I know that most of us have heard senior attorneys and judges talk about the brilliance of our constitutional system, but it really is true that the folks who set up our system in 1787 did a pretty good job. We have to recognize, though, that the system that has worked for 231 years is always at risk of falling victim to the danger that has always threatened it: unbridled democracy.

I know that being critical of democracy is (by definition) never popular, but at its heart democracy is “two wolves and a lamb voting on what to have for lunch.”

You’ll find that statement on the internet as being attributed to Ben Franklin, but apparently it was coined in the 1990s, along with the corollary: “Freedom comes from the recognition of certain rights which may not be taken, not even by a 99 percent vote.”  

Democracy is a great idea, but without some reasonable constraints, it has historically failed. The 18th century French democracy fell to mob rule; Weimar Germany fell to the tyranny of racist populism; and a supposedly democratic Soviet system fell to the predominance of a single party that took strength from a popular revolutionary uprising. 

The British system has worked with a common law separation of powers, which apparently works with a population more deferential to tradition than our unruly, self-reliant country.  

I’m going to say something else unpopular: We are a bunch of elitists. 

By definition, highly educated attorneys who practice in a system of deference to a tradition-bound court system and judiciary are part of the elite.

Elitism is not always bad.
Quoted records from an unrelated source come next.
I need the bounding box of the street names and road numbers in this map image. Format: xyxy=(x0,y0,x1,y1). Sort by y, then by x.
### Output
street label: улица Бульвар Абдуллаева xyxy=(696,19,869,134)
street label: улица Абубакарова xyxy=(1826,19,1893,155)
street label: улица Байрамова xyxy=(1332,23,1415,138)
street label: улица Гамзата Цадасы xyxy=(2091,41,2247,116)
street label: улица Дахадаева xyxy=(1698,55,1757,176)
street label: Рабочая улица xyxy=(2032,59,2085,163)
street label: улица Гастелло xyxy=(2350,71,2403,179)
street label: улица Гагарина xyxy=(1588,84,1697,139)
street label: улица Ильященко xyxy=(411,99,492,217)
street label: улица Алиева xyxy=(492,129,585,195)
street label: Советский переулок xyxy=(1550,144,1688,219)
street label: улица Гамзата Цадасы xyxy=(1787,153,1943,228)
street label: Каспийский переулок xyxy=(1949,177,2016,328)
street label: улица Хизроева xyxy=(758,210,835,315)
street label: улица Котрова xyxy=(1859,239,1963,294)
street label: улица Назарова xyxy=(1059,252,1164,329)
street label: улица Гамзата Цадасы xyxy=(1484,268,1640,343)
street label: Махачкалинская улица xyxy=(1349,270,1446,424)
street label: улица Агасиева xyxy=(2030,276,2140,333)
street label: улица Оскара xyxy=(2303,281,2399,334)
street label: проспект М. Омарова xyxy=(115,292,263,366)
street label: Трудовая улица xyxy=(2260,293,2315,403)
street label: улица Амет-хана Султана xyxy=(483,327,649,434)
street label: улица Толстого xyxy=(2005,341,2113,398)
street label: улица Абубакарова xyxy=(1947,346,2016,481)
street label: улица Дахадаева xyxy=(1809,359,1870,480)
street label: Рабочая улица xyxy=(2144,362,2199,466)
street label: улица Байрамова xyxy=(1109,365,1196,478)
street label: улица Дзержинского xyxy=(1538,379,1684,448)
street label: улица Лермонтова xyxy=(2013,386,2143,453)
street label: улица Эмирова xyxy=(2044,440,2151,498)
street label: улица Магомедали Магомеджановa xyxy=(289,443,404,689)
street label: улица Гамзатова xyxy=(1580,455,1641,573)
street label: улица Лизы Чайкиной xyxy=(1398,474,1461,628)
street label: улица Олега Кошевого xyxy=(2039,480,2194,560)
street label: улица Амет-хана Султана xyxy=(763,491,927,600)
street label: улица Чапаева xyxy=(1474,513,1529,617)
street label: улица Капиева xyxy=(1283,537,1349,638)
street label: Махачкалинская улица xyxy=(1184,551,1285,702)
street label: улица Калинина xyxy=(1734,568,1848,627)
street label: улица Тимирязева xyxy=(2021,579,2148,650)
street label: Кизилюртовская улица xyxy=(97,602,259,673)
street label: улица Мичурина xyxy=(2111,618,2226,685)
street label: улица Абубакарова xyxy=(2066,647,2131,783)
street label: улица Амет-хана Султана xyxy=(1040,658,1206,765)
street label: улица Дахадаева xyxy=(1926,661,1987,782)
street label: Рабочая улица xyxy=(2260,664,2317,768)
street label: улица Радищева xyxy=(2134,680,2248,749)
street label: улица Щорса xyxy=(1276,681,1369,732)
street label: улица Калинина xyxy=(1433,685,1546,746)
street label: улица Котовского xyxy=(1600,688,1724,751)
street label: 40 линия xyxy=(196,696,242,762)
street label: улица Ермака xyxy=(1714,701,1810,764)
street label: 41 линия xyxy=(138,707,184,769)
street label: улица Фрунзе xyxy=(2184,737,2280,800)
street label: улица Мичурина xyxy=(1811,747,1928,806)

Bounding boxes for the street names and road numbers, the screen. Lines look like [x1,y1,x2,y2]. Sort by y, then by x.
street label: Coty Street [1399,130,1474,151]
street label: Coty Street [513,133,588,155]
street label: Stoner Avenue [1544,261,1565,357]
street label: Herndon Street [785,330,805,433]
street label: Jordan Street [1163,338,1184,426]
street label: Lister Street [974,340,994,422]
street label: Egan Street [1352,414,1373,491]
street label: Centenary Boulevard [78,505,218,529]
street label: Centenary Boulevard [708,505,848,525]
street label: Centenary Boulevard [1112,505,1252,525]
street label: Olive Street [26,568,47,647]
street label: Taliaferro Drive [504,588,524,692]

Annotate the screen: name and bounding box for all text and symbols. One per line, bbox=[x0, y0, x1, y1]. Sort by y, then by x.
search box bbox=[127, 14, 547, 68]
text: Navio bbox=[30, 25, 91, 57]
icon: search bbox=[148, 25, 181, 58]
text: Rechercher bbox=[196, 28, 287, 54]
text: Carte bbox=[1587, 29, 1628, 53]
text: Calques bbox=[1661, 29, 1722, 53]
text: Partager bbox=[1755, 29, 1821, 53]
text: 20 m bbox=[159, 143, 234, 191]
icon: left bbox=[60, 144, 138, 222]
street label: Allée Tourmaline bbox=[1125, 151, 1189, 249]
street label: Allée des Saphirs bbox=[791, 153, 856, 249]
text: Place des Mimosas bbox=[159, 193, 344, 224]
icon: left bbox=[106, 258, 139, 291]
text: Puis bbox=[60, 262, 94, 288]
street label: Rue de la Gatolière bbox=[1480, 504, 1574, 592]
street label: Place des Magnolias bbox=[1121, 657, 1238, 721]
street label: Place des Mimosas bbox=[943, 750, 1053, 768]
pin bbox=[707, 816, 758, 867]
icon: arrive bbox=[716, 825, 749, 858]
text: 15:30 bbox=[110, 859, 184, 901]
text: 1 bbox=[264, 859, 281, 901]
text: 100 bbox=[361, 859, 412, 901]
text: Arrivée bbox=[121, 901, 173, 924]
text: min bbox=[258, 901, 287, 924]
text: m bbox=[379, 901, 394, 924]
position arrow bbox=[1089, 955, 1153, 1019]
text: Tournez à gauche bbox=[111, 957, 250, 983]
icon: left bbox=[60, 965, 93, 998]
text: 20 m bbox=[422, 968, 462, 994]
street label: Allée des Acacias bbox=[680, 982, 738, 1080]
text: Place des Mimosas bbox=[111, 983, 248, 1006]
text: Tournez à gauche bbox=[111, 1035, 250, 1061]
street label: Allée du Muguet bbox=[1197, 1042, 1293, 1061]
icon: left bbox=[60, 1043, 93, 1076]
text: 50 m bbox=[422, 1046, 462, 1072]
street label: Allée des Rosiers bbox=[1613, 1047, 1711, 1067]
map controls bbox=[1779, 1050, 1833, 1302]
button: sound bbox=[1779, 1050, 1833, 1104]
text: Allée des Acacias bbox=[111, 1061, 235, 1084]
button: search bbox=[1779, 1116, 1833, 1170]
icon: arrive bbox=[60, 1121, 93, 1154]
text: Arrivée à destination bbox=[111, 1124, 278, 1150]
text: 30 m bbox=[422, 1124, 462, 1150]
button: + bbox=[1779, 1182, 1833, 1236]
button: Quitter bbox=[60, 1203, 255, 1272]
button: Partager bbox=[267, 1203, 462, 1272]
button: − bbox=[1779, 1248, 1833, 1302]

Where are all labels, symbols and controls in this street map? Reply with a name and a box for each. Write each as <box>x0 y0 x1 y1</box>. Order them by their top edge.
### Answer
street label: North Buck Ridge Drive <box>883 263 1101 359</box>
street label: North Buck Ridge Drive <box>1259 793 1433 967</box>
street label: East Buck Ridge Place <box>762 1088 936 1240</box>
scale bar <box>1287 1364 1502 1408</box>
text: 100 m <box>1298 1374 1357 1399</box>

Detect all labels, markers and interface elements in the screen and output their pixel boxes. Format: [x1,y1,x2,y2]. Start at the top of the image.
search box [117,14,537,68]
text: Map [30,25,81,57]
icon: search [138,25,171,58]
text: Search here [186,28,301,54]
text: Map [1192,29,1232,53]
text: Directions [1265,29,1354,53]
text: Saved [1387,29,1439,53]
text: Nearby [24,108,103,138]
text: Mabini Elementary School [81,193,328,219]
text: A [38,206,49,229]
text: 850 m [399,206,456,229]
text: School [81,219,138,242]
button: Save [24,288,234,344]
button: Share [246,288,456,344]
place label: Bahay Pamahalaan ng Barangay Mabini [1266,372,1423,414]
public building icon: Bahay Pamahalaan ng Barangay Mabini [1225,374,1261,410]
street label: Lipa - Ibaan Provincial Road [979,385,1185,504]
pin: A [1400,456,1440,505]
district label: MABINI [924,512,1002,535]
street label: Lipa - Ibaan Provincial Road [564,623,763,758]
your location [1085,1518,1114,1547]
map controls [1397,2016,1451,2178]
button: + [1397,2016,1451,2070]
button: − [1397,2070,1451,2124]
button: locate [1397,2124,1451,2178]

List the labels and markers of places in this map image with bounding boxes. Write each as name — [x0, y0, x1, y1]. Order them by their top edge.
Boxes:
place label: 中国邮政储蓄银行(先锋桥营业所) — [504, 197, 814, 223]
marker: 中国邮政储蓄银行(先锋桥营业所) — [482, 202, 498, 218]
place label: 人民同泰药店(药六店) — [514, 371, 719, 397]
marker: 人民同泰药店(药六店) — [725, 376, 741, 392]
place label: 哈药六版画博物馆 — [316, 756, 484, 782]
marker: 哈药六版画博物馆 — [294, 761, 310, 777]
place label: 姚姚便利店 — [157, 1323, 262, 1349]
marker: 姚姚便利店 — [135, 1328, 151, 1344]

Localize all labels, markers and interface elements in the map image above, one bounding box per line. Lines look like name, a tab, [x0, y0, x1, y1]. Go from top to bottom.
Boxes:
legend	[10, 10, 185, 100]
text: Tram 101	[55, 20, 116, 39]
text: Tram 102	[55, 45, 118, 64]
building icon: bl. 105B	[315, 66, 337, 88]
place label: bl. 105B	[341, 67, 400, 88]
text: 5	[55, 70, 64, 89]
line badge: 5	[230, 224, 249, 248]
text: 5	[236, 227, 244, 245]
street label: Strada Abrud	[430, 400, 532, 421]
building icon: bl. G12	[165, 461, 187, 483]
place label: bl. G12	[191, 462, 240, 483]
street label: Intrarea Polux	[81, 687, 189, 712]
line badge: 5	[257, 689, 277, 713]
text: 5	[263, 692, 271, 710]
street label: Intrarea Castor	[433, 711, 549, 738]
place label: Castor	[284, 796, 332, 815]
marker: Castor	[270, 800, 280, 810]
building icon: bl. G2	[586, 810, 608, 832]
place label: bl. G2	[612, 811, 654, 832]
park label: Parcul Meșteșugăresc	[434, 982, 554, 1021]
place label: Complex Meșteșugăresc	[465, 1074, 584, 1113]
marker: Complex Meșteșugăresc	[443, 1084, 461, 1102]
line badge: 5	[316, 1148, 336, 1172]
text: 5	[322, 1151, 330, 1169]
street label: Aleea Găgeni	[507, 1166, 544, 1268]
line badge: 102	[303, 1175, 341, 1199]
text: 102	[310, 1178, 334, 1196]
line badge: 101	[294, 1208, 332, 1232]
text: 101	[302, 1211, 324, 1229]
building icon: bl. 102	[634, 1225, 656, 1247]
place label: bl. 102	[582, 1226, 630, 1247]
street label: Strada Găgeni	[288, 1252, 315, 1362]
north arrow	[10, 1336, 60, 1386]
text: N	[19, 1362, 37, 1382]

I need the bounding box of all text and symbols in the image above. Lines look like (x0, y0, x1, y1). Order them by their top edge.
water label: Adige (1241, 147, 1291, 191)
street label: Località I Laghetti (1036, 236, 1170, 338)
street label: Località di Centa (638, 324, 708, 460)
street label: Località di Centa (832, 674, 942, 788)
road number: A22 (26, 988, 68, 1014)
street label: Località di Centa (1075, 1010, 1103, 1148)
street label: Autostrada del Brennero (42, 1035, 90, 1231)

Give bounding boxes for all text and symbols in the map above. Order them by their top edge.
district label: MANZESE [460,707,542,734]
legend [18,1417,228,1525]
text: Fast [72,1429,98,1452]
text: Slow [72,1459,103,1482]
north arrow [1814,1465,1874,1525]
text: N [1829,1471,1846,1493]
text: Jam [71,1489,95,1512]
I don’t think that any of us want folks who aren’t part of the medical elite performing surgery on us, or not part of the accounting elite giving us tax advice.

As part of the legal elite, we provide specialized and educated service in the law, but we also must play a vital role in educating the public and maintaining the system of separation of powers that makes our system of government work.

Expertise is certainly not in vogue, as we see from the self-proclaimed experts who feel themselves able to opine intelligently on any subject on Twitter, Facebook and other electronic platforms.

Perhaps the devaluing of expertise is what has fueled recent disdain for a seemingly clunky system of government that doesn’t respond to each and every popular whim. It is that very clunkiness, though, that has prevented short-term thinking from derailing our stability.

A system of checks and balances saves us from our good impulses, but also from our bad ones. 

As attorneys, we take for granted that the courts have power to invalidate actions by legislatures or executives. Educating the public about the value of the separation of powers is not easy, but organizations like the American Bar Association, American Board of Trial Advocates and the Jacksonville Bar Association play a valuable role in maintaining a successful system of government.